From the TV : Chris Fischer and his really lovey wife....George Provolone (sp-?)....that dude that catches humongously large fish on lite tackle...

On tha local front:

DD- AKA Kenny, Rob -AKA Fishmilitia, Wormy, Clyde, Tommy... the whole NC crew...talk about a wealth of knowledge...and that professional stipulation.. comin soon ...they's professionally good people and great anglers.
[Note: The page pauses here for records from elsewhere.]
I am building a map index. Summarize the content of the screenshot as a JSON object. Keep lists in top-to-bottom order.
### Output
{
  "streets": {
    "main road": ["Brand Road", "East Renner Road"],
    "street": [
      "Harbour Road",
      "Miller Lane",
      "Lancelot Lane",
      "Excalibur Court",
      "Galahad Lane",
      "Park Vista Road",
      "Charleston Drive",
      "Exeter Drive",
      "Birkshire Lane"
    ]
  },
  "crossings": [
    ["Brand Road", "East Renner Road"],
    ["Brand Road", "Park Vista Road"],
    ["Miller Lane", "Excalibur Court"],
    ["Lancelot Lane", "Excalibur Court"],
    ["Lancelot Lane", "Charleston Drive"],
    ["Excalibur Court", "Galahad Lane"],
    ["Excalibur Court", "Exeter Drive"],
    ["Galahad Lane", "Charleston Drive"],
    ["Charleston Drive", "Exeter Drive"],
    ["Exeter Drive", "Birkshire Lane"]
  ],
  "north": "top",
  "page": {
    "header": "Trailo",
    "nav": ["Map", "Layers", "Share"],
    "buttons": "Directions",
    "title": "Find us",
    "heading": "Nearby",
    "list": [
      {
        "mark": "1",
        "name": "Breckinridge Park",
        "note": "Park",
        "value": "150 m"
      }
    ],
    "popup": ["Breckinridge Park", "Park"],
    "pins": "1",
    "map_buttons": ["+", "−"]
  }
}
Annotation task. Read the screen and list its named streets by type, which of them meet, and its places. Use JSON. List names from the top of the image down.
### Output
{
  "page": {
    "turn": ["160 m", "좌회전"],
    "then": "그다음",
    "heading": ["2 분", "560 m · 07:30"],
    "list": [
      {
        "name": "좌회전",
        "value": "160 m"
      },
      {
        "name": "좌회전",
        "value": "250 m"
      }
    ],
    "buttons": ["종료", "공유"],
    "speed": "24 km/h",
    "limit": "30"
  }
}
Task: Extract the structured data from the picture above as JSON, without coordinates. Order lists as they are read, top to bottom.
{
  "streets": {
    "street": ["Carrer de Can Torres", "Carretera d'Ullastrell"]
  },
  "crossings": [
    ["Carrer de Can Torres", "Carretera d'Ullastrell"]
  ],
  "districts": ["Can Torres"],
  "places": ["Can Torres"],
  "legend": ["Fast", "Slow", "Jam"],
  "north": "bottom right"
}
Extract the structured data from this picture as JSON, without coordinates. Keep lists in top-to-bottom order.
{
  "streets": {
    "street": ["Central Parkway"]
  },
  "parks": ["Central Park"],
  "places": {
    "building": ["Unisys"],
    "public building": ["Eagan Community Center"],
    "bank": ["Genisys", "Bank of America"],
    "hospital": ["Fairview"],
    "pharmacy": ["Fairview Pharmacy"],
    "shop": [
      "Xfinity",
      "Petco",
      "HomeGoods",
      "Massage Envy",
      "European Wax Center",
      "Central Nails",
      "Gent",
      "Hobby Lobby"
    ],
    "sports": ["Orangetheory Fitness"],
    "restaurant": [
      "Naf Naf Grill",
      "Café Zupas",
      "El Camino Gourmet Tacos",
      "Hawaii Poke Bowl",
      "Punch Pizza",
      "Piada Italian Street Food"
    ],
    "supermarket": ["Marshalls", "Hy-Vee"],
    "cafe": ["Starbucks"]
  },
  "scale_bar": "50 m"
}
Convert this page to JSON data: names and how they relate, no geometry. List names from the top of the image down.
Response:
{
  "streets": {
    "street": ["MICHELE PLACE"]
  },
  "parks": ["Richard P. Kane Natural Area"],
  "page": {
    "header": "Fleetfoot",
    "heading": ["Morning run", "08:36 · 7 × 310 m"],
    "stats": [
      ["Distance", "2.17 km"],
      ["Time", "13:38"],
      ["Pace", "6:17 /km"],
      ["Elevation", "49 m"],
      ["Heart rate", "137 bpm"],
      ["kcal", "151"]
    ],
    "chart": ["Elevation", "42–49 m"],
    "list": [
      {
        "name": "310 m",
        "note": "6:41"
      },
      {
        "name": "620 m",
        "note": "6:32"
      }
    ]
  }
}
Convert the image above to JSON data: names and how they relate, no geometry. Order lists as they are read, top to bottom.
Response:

Neil, Teo...the A/C....that crew helps push the bar on their catches...makes my job at catchin up so much harder 

NJ- as much as I joke about him...he's my zero...err.. hero. BTW- you wouldn't have a snowball's chance in hell with tha good doctor...she may let you be her bait boy or the dude that holds that slime towel


----------



## nine ought (Jan 19, 2007)

*spanish fly*

Jose Wejebe


----------



## bluerunner (Jun 30, 2003)

bmcox86 said:


> is that a bone fish or a big mullet



african tiger fish


----------



## surfsidesativa (Jul 14, 2006)

Cindy Garrison is annoying with all of that screaching and high-fiving 

I like Harry Evans (Southern Saltwater)


----------



## HuskyMD (May 19, 2000)

All three ladies from the defunct ESPN show FISH-ON. Can't have just one... one day I like the length (legs or say marlin), one day the size (chest or say grouper), one day just the sheer all around package (tuna).


----------



## Tinybaum (Mar 8, 2004)

I like how Cindy acts  

Reminds me of a drunken bar chick....but she hunts and fishes......

Tiny


----------



## Newsjeff (Jul 22, 2004)

surfsidesativa said:


> Cindy Garrison is annoying with all of that screaching and high-fiving


I wouldn't be able to put up with her annoyin' arse for more than one night.


----------



## uncdub13 (Aug 9, 2003)

i think i could do two nights, maybe three.


----------



## Railroader (Apr 13, 2005)

Sew her mouth shut with 80# Power-pro, handcuff her, wrists to ankles, and you'll have something...


----------



## jcreamer (Mar 6, 2001)

Hank Parker and the guys with the guts to go outon those lobster boats (deadliest Catch).


----------



## TreednNC (Jul 1, 2005)

Railroader said:


> Sew her mouth shut with 80# Power-pro, handcuff her, wrists to ankles, and you'll have something...


hahaha


----------



## Dolphinpier (Aug 15, 2006)

fishhead said:


> How about the guy who managed to feed 5000 with his catch


He didn't catch em, but he sure knew how to make em grow. I wish he would do something to the ones I catch. They sure seem to be very small sometimes. OOPS, maybe he did do something and that's why they are so small. 

Jimmy


----------



## SeaSalt (Apr 29, 2002)

fishhead said:


> How about the guy who managed to feed 5000 with his catch


third amen to that guy. He had very good/perfect mojo for fishing. And when wine ran out, he had the power to turn water into wine.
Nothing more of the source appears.